* **WHAT TO DO**: Which lines below hold the word "screen"? Report each one.
[[ INPUT RECORDS, beginning ]]
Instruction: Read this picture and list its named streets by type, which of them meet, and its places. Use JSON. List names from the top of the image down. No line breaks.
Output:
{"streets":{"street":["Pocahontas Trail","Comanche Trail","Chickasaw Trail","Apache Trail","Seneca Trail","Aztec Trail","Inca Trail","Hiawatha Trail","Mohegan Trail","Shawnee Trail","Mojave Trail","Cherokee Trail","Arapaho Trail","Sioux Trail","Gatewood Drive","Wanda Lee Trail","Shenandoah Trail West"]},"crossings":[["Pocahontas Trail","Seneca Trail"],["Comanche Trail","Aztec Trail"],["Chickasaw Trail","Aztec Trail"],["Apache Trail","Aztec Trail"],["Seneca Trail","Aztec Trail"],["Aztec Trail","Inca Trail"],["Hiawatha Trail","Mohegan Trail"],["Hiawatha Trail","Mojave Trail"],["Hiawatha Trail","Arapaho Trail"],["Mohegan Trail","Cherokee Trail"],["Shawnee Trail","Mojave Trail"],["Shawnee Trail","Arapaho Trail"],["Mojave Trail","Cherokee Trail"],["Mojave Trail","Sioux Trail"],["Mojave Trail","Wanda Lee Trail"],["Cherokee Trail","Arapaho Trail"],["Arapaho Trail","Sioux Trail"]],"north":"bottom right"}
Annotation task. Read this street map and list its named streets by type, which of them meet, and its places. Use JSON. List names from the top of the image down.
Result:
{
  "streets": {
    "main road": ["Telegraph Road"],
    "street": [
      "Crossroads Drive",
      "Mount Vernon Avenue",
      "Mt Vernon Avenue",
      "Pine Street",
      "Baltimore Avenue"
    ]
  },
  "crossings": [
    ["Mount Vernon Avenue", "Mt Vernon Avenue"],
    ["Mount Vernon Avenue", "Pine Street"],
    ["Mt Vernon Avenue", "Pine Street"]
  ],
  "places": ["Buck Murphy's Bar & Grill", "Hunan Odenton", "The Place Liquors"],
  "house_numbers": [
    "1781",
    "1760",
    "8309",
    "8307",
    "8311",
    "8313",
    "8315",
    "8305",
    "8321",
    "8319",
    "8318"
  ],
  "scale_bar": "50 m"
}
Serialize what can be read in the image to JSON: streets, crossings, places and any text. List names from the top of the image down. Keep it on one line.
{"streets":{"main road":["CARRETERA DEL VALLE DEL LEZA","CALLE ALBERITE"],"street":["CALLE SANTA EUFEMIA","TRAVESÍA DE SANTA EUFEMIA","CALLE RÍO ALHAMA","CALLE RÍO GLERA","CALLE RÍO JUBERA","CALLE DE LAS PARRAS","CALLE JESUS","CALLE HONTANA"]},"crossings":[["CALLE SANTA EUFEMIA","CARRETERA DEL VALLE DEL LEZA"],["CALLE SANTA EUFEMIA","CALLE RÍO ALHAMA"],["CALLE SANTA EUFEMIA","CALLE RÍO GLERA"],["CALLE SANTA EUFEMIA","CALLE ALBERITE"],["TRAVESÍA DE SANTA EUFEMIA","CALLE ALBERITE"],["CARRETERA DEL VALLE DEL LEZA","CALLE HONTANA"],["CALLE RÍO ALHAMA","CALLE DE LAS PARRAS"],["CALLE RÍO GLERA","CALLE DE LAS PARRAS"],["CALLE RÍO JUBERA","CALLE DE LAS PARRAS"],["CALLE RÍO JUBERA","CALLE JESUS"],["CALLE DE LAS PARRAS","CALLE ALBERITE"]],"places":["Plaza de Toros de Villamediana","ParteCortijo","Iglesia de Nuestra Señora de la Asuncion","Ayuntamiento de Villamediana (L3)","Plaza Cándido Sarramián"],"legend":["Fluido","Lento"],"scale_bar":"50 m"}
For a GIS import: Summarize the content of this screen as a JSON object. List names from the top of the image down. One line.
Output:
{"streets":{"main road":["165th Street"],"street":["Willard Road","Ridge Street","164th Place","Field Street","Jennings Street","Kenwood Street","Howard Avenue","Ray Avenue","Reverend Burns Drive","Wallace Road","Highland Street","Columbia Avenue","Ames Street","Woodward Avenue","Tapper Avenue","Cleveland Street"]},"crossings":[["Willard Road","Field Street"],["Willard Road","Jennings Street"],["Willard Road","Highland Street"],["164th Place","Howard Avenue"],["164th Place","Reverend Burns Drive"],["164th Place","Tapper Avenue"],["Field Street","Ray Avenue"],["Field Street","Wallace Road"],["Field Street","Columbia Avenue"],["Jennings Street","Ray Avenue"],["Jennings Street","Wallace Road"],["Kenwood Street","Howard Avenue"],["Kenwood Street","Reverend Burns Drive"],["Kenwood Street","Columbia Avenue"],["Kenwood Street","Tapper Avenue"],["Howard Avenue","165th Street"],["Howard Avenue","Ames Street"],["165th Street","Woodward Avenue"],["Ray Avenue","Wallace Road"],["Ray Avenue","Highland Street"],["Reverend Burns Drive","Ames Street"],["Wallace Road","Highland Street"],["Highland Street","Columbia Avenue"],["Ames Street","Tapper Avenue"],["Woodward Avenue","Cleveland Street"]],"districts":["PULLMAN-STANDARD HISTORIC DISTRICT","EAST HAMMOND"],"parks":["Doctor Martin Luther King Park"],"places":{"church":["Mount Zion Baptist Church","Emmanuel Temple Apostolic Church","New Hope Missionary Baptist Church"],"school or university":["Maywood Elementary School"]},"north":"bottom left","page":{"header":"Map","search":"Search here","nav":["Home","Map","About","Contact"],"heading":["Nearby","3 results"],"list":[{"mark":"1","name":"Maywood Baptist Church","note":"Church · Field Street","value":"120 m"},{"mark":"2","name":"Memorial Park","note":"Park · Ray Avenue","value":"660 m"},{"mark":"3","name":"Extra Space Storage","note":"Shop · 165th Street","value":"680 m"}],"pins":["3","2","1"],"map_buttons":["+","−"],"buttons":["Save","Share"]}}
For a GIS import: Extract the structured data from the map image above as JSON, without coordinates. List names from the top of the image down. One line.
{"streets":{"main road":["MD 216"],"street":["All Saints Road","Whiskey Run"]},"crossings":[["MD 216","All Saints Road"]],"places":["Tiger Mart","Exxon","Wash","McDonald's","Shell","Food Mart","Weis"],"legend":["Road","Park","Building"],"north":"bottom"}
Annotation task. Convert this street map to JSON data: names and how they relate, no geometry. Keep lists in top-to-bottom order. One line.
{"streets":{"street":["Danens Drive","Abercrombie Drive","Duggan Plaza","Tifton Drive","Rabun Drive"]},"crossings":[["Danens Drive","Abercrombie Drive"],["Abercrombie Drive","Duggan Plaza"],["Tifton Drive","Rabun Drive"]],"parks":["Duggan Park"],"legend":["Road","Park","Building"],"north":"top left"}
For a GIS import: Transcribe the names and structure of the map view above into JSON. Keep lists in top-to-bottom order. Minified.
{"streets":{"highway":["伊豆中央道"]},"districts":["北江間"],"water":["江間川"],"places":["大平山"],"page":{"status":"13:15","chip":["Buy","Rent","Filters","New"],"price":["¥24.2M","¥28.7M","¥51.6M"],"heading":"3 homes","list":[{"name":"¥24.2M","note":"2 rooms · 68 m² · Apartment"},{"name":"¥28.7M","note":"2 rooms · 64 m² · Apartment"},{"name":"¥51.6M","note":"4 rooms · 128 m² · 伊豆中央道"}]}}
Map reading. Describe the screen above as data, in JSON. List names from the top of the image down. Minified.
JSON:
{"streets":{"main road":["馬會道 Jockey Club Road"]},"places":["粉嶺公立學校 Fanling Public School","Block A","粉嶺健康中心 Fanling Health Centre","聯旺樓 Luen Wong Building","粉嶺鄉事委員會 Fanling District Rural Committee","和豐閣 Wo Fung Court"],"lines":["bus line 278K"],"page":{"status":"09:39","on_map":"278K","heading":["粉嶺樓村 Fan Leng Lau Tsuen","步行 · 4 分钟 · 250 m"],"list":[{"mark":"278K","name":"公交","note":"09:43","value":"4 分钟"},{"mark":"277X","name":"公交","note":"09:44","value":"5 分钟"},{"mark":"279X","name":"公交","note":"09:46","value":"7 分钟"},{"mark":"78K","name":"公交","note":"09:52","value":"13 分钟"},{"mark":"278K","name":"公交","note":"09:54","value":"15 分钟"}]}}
[[ INPUT RECORDS, end ]]
* **SOLUTION BELOW**:
For a GIS import: Summarize the content of this screen as a JSON object. List names from the top of the image down. One line.
Map reading. Describe the screen above as data, in JSON. List names from the top of the image down. Minified.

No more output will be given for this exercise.